A MOTHER left with 74p to feed her daughter for six days has been overwhelmed by the kindness of strangers – and the crisis is helping to heal a long-standing rift with her mother.

The Argus published a story last Saturday describing how Mel Whitchurch, 35, who lives in Preston Road, Brighton, with her partner Chris Steer, 39, and their five-year-old daughter Cheyenne, was left in tears when a Universal Credit payment she was expecting failed to go into her bank account.

As soon as The Argus story appeared, help started arriving. Strangers sent food including pasta, tinned goods and cereal to the family.

After the story was picked up by national newspapers, Mel’s mother, who lives in Wales, got in touch after a family rift lasting several years – and also sent shopping.

“I got a message from my mum on Facebook after the story appeared and she has done a massive shop for me,” said Mel. “I broke down when she first contacted me and I really hope we can heal things.”

Mel, who has back problems and can’t walk, and Chris, who has been signed off work with mental health problems, jointly claim Universal Credit, which replaces six benefits and merges them into one payment.

The couple had arranged to split their monthly payments into two per month – and although Mel says the Department for Work and Pensions told them the payments would be made “fortnightly”, the DWP said the arrangement is for bi-monthly payments.

While Mel had been expecting a payment on October 14, the DWP told her it was due on October 31, leaving the family with 74p to live on for six days.

Their plight has prompted people from around the country to offer to help.

Mel said: “It has been a whirlwind and we’ve been overwhelmed by the response.

“A nice lady did a whole shop for us, including fruit so I could send Cheyenne in to school on the Monday with a snack for storytime, and I had a message from some people in Newcastle saying that if I need anything in the future to get in touch with them.

“I would like to thank everyone so much.

“I don’t know what I would have done without it.
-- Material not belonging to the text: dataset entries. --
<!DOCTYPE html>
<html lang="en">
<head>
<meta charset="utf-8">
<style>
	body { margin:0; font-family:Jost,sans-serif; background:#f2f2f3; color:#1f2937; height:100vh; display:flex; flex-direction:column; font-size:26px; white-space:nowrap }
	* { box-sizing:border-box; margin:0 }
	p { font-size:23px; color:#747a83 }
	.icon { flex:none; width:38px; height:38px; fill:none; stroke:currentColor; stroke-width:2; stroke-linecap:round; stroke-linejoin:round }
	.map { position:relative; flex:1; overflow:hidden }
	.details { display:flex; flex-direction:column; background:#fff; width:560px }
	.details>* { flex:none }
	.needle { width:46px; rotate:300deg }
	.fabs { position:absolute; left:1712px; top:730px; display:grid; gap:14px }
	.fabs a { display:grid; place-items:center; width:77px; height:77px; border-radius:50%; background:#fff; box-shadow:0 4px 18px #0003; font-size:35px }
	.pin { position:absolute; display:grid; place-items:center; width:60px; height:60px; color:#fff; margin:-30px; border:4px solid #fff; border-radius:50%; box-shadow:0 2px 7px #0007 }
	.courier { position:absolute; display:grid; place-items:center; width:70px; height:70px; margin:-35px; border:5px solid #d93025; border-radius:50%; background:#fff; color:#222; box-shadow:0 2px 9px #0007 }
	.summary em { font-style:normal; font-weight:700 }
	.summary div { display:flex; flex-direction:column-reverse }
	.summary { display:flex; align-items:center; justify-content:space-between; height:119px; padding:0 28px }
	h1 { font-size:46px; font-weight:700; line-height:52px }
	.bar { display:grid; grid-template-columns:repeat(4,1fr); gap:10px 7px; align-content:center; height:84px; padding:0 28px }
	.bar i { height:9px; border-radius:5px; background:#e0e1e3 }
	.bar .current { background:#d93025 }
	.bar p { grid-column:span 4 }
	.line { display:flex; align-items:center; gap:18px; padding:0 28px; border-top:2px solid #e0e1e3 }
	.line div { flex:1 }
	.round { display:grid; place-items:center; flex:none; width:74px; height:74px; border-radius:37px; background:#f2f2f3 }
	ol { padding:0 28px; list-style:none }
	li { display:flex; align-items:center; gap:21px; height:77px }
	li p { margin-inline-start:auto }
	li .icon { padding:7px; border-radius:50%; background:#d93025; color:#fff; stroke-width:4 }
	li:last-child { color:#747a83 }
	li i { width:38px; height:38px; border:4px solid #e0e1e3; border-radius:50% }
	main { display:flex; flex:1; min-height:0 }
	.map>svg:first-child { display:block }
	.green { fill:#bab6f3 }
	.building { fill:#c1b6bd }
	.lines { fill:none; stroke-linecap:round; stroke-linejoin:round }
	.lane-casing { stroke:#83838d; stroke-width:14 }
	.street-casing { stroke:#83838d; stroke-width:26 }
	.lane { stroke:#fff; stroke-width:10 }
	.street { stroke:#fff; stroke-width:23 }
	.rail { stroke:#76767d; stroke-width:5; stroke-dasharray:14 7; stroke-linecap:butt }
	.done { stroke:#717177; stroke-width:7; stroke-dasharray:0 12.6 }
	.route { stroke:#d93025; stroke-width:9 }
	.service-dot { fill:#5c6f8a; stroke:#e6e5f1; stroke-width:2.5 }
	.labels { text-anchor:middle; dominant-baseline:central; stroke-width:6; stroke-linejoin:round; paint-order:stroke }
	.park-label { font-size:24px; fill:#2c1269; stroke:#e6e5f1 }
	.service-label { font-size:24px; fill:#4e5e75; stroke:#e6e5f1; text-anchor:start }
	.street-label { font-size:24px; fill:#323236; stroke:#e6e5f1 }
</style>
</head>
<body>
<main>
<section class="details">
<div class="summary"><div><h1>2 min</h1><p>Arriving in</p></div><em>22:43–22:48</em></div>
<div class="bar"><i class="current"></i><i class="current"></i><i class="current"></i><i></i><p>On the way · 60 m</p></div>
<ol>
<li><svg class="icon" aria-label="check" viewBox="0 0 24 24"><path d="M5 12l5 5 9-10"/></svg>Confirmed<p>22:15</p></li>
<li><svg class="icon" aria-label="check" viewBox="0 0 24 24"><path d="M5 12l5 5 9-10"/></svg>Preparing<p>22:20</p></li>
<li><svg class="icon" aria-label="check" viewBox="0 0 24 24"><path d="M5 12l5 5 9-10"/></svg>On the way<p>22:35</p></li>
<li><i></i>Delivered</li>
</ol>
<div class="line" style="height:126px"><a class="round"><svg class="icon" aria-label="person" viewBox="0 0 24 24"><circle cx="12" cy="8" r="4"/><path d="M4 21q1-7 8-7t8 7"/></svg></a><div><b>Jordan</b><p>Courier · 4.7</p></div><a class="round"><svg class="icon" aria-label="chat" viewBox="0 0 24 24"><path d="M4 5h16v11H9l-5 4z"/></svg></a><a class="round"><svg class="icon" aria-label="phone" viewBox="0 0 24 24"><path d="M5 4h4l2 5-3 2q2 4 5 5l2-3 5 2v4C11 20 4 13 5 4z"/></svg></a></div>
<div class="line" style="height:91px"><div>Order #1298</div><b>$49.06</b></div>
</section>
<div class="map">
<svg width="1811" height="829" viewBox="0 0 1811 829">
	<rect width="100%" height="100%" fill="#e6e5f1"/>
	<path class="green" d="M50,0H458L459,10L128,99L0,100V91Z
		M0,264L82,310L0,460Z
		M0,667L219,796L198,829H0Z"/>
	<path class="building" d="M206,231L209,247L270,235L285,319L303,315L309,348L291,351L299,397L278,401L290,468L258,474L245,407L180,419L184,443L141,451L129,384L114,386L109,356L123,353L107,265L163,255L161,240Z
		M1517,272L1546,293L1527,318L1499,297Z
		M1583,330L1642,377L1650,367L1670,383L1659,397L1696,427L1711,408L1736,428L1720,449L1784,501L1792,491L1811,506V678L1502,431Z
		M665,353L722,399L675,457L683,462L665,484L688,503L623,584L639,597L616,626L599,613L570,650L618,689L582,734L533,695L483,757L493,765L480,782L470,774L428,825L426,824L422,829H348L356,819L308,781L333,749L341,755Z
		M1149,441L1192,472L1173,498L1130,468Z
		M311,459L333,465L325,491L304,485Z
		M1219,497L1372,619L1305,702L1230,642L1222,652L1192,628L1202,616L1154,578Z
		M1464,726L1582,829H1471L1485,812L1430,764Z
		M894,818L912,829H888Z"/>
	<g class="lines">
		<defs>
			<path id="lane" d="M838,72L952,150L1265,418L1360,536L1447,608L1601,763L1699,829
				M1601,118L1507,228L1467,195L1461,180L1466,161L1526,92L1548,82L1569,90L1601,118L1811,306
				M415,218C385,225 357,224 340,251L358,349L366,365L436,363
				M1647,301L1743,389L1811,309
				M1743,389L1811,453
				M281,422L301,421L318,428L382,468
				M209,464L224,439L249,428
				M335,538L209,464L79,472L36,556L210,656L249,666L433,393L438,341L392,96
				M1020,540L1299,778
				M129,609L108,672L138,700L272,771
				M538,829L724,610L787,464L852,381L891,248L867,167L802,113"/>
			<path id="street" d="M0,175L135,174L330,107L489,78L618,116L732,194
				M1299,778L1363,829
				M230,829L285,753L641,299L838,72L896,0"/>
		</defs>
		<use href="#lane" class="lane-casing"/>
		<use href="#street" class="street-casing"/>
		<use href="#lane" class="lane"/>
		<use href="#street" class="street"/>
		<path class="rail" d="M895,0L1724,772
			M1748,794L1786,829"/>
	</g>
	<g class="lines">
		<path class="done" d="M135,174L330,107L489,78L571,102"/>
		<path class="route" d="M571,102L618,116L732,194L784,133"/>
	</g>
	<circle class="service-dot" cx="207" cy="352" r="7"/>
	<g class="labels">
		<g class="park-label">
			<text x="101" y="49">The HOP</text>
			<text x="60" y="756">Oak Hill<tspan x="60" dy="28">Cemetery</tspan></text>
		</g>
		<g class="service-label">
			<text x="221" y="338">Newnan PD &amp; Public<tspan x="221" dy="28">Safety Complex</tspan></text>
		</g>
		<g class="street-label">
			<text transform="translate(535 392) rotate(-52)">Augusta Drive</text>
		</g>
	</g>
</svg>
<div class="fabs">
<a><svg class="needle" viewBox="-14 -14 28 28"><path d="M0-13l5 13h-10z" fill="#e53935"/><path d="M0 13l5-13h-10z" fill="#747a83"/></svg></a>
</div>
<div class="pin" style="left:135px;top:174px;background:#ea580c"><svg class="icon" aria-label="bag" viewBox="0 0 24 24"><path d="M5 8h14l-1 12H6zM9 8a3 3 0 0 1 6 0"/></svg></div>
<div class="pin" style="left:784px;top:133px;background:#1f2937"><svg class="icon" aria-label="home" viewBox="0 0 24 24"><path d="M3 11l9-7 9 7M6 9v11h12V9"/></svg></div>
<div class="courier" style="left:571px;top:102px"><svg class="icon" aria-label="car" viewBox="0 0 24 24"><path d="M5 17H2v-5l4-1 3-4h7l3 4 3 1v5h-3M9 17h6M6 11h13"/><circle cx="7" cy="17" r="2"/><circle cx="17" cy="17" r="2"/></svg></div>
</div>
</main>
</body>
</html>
I never expected it and didn’t know there were such good people out there.

“I would like to say to them: don’t change because there aren’t enough people out there like that.”

Last week, the DWP responded with a statement saying: “The vast majority of claimants are paid in full and on time and are comfortable managing their money.

“Advance payments and budgeting support is available for anyone who needs extra help.”

The Universal Credit system has been criticised for causing delays to people’s payments and since it was announced in 2010, it has taken longer than expected to be rolled out.

Earlier this week, Chancellor Philip Hammond announced in the Budget that an extra £1billion would be put into Universal Credit over five years to ease those in the process of moving to the new payments, and a £1,000 increase in the amount people can earn before losing benefits, at a cost of up to £1.7 billion a year.